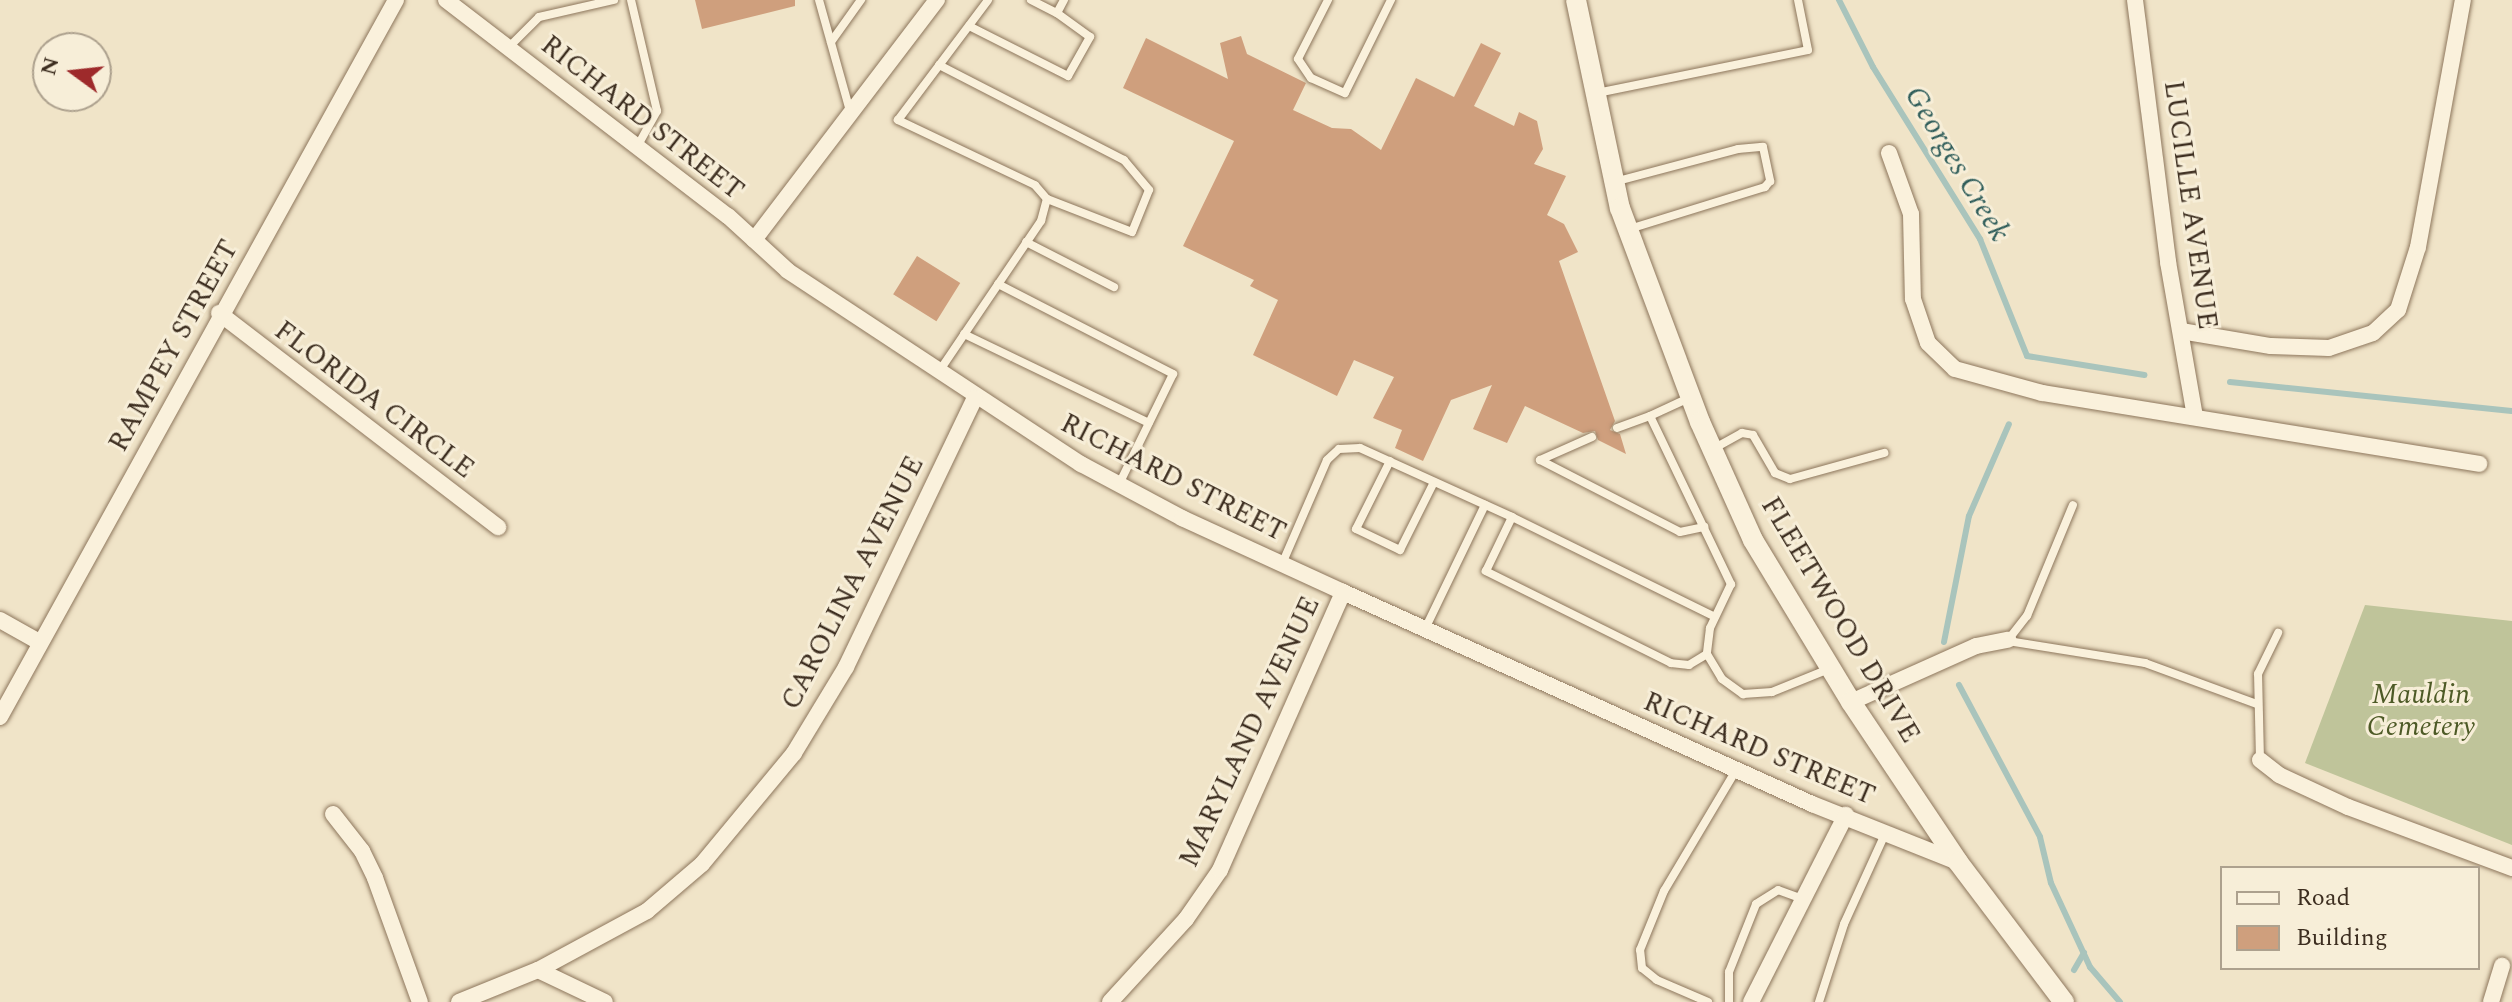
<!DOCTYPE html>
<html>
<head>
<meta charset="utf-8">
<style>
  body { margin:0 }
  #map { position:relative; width:2512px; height:1002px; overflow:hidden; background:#f0e4c8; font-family:Spectral,serif }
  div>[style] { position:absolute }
  .cemetery>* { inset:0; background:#bfc49a }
  .stream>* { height:6px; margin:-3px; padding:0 3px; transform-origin:3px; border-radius:3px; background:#a9c4bc }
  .building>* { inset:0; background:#cf9f7d; transform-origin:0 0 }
  .roads { filter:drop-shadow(0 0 2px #8d765c) drop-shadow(0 0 2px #8d765c) }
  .service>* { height:8px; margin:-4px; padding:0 4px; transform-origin:4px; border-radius:4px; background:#faf1dc }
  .minor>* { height:16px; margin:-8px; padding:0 8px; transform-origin:8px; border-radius:8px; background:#faf1dc }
  .tertiary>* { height:20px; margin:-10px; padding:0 10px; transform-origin:10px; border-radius:10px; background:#faf1dc }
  span { translate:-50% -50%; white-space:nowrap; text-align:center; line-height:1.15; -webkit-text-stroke:6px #f7eed8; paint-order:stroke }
  .street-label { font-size:28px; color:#3d2e20 }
  .park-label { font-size:28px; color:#4d5a26; font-style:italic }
  .water-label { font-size:30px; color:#2f5d5a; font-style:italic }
  .legend { position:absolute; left:2220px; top:866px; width:260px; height:104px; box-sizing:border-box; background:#f7eed8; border:2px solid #ada18e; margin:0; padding:10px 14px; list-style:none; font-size:24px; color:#3d2e20 }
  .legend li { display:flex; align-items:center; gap:16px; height:40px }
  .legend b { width:40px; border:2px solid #ada18e }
  .north { position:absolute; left:32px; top:32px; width:80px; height:80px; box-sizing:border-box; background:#f7eed8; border:2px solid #ada18e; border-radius:50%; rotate:285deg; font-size:22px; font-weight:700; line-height:32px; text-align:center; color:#3d2e20 }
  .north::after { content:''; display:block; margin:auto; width:28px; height:36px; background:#9e2a2b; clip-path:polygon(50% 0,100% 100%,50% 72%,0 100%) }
</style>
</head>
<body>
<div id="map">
  <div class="cemetery">
    <i style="clip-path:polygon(2365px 605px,2512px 621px,2512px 845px,2305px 763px)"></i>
  </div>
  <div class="stream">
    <i style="left:1839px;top:0;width:75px;rotate:63.1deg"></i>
    <i style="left:1873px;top:67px;width:203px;rotate:58.1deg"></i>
    <i style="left:1980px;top:239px;width:126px;rotate:68.1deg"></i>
    <i style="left:2027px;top:356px;width:119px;rotate:9.2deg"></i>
    <i style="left:2230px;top:382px;width:283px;rotate:5.9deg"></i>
    <i style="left:1944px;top:642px;width:128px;rotate:-78.8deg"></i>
    <i style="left:1969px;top:516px;width:100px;rotate:-66.5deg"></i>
    <i style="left:1959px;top:685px;width:172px;rotate:61.9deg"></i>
    <i style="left:2040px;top:837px;width:47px;rotate:76.6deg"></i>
    <i style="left:2051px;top:883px;width:93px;rotate:65.1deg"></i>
    <i style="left:2090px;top:967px;width:46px;rotate:49.4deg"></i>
    <i style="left:2074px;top:970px;width:20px;rotate:-60deg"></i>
  </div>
  <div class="building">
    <i style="clip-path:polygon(695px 0,795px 0,795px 6px,702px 29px)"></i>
    <i style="clip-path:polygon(1241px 36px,1247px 54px,1306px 83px,1293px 110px,1332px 128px,1351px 129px,1381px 150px,1416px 78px,1454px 97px,1481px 43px,1501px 53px,1474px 106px,1514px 126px,1519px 112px,1537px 121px,1543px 149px,1534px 164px,1566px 176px,1547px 215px,1564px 224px,1578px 252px,1559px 261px,1615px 421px,1610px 430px,1620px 434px,1626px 454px,1598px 440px,1595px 431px,1583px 433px,1525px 406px,1507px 443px,1473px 429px,1492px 385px,1451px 400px,1423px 461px,1395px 448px,1402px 430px,1373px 418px,1394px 377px,1354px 360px,1337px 396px,1253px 355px,1278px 300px,1250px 286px,1254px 280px,1183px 246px,1234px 141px,1123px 88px,1146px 38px,1228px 79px,1220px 43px)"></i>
    <i style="left:917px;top:256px;width:51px;height:45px;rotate:32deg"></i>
  </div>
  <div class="roads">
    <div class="service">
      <i style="left:631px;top:0;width:114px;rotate:76.8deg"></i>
      <i style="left:657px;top:111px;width:41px;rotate:119.1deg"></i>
      <i style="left:819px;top:0;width:115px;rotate:74.4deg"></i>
      <i style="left:1031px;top:0;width:29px;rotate:27deg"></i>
      <i style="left:1057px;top:13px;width:15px;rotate:-62deg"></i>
      <i style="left:1328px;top:0;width:66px;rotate:117deg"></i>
      <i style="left:1298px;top:59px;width:23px;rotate:56deg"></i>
      <i style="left:1311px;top:78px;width:37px;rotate:24deg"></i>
      <i style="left:1345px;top:93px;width:104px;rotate:-63.7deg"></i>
      <i style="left:969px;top:26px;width:111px;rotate:26.8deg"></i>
      <i style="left:1068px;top:76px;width:45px;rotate:-60.6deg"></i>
      <i style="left:1090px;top:37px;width:41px;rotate:-144deg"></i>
      <i style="left:831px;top:42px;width:52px;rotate:-54.5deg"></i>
      <i style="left:509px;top:47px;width:42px;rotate:-45deg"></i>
      <i style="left:539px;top:17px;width:77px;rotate:-12.8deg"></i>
      <i style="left:939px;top:65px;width:208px;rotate:27.2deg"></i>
      <i style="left:1124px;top:160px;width:39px;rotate:50deg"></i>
      <i style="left:1149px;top:190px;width:45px;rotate:112deg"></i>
      <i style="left:1132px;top:232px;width:91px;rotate:-158.8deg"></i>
      <i style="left:1597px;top:93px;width:215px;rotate:-11.5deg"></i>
      <i style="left:1808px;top:50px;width:51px;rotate:-101.3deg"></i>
      <i style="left:1614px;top:182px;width:128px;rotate:-14.9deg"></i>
      <i style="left:1738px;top:149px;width:25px;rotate:-5deg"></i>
      <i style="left:1763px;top:147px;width:35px;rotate:78deg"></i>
      <i style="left:1770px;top:181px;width:8px;rotate:130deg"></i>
      <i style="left:1765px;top:187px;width:142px;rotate:162.8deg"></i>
      <i style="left:1026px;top:242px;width:99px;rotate:27.1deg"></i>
      <i style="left:998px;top:284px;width:197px;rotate:27.2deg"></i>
      <i style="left:1173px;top:374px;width:123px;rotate:116.1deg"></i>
      <i style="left:964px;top:334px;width:205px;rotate:25.7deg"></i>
      <i style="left:938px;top:373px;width:184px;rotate:-55.9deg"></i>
      <i style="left:1041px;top:221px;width:23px;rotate:-75deg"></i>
      <i style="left:1047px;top:199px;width:18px;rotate:-131deg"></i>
      <i style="left:1035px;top:185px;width:152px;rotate:-154.6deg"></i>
      <i style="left:898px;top:120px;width:150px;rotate:-53.1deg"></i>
      <i style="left:1691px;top:397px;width:45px;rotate:155.1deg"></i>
      <i style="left:1650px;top:416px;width:187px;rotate:64.3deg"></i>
      <i style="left:1731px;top:584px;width:49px;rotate:115.5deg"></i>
      <i style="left:1710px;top:628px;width:26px;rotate:97deg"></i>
      <i style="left:1707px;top:654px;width:29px;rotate:59deg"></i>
      <i style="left:1722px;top:679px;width:26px;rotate:36deg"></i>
      <i style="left:1743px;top:694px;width:29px;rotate:-4deg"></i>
      <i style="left:1772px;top:692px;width:64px;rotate:-22.1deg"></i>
      <i style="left:1617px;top:428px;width:35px;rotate:-20deg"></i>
      <i style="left:1592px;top:437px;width:57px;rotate:156.1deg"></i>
      <i style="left:1540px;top:460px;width:157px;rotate:27.2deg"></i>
      <i style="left:1680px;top:532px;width:25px;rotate:-12deg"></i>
      <i style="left:1713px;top:449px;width:33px;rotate:-29deg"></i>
      <i style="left:1742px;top:433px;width:11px;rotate:10deg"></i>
      <i style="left:1753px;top:435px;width:44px;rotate:59.9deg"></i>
      <i style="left:1775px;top:473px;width:16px;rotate:22deg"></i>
      <i style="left:1790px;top:479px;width:98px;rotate:-15.5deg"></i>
      <i style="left:1390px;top:461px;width:76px;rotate:116.6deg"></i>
      <i style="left:1356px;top:529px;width:49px;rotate:25.5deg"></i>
      <i style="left:1400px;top:550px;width:76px;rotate:-63.4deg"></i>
      <i style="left:1282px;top:564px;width:113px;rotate:-66.6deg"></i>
      <i style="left:1327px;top:460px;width:16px;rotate:-43deg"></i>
      <i style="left:1339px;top:449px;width:21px;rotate:-3deg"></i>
      <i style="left:1360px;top:448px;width:167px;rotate:24.4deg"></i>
      <i style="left:1425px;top:629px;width:138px;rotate:-64.2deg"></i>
      <i style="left:2008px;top:640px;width:31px;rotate:-52deg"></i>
      <i style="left:2027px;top:616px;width:120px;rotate:-67.5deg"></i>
      <i style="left:2008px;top:641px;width:139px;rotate:9.1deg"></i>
      <i style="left:2145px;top:663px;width:119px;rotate:20.1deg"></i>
      <i style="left:1707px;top:654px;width:21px;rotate:149deg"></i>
      <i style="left:1689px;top:665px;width:18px;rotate:-174deg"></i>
      <i style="left:1671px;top:663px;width:207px;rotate:-153.6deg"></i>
      <i style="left:1486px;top:571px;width:60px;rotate:-64.3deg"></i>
      <i style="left:1512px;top:517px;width:226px;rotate:26.2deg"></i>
      <i style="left:2260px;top:760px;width:86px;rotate:-91.3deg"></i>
      <i style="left:2258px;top:674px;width:46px;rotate:-64deg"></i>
      <i style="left:1708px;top:1002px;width:56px;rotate:-156.7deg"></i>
      <i style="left:1657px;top:980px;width:19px;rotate:-141deg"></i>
      <i style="left:1642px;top:968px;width:18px;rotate:-96deg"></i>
      <i style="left:1640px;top:950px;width:64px;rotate:-67.9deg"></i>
      <i style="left:1664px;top:891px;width:141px;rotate:-59.2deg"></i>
      <i style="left:1729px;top:1002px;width:30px;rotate:-90deg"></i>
      <i style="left:1729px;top:972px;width:73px;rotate:-68.3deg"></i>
      <i style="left:1756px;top:904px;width:26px;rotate:-32deg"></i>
      <i style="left:1778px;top:890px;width:27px;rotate:20deg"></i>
      <i style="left:1819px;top:1002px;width:82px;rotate:-72.2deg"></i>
      <i style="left:1844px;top:924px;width:101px;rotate:-65.5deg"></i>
    </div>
    <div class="minor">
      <i style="left:446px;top:0;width:355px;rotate:37.5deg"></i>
      <i style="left:728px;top:216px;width:81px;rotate:42.5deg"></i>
      <i style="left:788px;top:271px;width:351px;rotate:33.4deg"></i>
      <i style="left:1081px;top:464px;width:115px;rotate:28.1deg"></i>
      <i style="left:1182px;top:518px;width:177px;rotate:24.7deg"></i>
      <i style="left:1343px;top:592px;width:515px;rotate:24.32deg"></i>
      <i style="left:1812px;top:804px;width:157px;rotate:21.7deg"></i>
      <i style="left:2135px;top:0;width:264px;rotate:82.8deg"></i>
      <i style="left:2168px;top:262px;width:157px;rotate:80.1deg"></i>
      <i style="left:1889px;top:153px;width:65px;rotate:70.2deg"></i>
      <i style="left:1911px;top:214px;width:85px;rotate:88.7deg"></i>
      <i style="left:1913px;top:299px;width:46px;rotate:71.2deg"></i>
      <i style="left:1928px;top:343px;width:37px;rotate:44deg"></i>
      <i style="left:1955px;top:369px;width:90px;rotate:15.4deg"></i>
      <i style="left:2042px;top:393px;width:443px;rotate:9.2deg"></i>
      <i style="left:754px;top:240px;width:302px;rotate:-52.7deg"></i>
      <i style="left:219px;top:313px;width:352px;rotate:37.5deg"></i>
      <i style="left:2181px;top:331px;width:91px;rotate:9.5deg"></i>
      <i style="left:2271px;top:346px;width:58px;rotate:2deg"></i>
      <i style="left:2329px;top:348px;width:46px;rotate:-18.8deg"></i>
      <i style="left:2373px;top:333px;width:34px;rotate:-43deg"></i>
      <i style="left:2398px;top:310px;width:66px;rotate:-72.4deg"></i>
      <i style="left:2418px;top:247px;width:251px;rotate:-79.7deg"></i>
      <i style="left:0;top:620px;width:45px;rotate:29.4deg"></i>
      <i style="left:1851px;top:702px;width:137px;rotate:-24.1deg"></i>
      <i style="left:1976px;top:646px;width:33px;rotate:-11deg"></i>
      <i style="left:0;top:717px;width:819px;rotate:-61.09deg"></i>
      <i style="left:2260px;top:760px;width:24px;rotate:38deg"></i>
      <i style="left:2279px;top:775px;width:76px;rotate:24.9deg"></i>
      <i style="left:2348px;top:807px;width:175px;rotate:20.4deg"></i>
      <i style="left:333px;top:814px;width:47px;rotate:51.9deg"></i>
      <i style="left:362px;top:851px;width:30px;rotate:64deg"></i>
      <i style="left:375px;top:878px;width:132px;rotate:70.1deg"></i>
      <i style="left:538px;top:970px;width:74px;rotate:25.5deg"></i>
      <i style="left:459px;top:1002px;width:85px;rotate:-22.1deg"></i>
      <i style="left:538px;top:970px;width:124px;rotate:-28.4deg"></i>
      <i style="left:647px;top:911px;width:72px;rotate:-40.5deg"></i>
      <i style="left:702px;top:864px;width:144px;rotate:-50.3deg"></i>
      <i style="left:794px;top:753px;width:100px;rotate:-58.8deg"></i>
      <i style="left:846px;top:667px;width:298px;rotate:-64.4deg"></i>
      <i style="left:1110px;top:1002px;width:113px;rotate:-47.5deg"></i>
      <i style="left:1186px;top:919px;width:60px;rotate:-55.2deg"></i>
      <i style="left:1220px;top:870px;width:304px;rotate:-66.1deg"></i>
      <i style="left:1751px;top:1002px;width:210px;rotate:-63.1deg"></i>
      <i style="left:2491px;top:1002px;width:38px;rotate:-73deg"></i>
    </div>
    <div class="tertiary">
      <i style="left:1576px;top:0;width:213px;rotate:78.1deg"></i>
      <i style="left:1620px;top:208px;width:228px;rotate:69.5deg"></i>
      <i style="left:1700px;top:422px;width:129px;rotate:65.8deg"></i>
      <i style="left:1753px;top:540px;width:189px;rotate:58.8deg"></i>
      <i style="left:1851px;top:702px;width:192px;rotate:56.2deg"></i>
      <i style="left:1958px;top:862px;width:176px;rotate:52.9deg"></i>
    </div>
  </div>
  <div class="street-label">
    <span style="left:642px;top:118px;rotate:38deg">RICHARD STREET</span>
    <span style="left:2190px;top:205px;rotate:82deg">LUCILLE AVENUE</span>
    <span style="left:174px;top:346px;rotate:-61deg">RAMPEY STREET</span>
    <span style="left:374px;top:400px;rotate:37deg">FLORIDA CIRCLE</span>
    <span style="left:1173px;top:478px;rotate:27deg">RICHARD STREET</span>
    <span style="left:853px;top:583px;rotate:-63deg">CAROLINA AVENUE</span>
    <span style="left:1840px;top:620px;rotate:59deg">FLEETWOOD DRIVE</span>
    <span style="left:1250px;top:732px;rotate:-65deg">MARYLAND AVENUE</span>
    <span style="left:1759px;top:749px;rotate:23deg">RICHARD STREET</span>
  </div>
  <div class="park-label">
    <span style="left:2421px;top:711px">Mauldin<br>Cemetery</span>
  </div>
  <div class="water-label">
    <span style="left:1957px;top:164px;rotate:59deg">Georges Creek</span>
  </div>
  <ul class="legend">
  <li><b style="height:10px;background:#faf1dc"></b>Road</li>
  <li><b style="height:22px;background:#cf9f7d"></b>Building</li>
  </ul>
  <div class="north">N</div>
</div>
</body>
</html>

━━━━━━━━━━━━━━━━

**Exercise instructions:** Beginning with the first line of the records, write out every line up to and including the one with "height:8px; margin:-4px; padding:0", exactly, and omit all pictures.

**Result of the exercise:**
<!DOCTYPE html>
<html>
<head>
<meta charset="utf-8">
<style>
  body { margin:0 }
  #map { position:relative; width:2512px; height:1002px; overflow:hidden; background:#f0e4c8; font-family:Spectral,serif }
  div>[style] { position:absolute }
  .cemetery>* { inset:0; background:#bfc49a }
  .stream>* { height:6px; margin:-3px; padding:0 3px; transform-origin:3px; border-radius:3px; background:#a9c4bc }
  .building>* { inset:0; background:#cf9f7d; transform-origin:0 0 }
  .roads { filter:drop-shadow(0 0 2px #8d765c) drop-shadow(0 0 2px #8d765c) }
  .service>* { height:8px; margin:-4px; padding:0 4px; transform-origin:4px; border-radius:4px; background:#faf1dc }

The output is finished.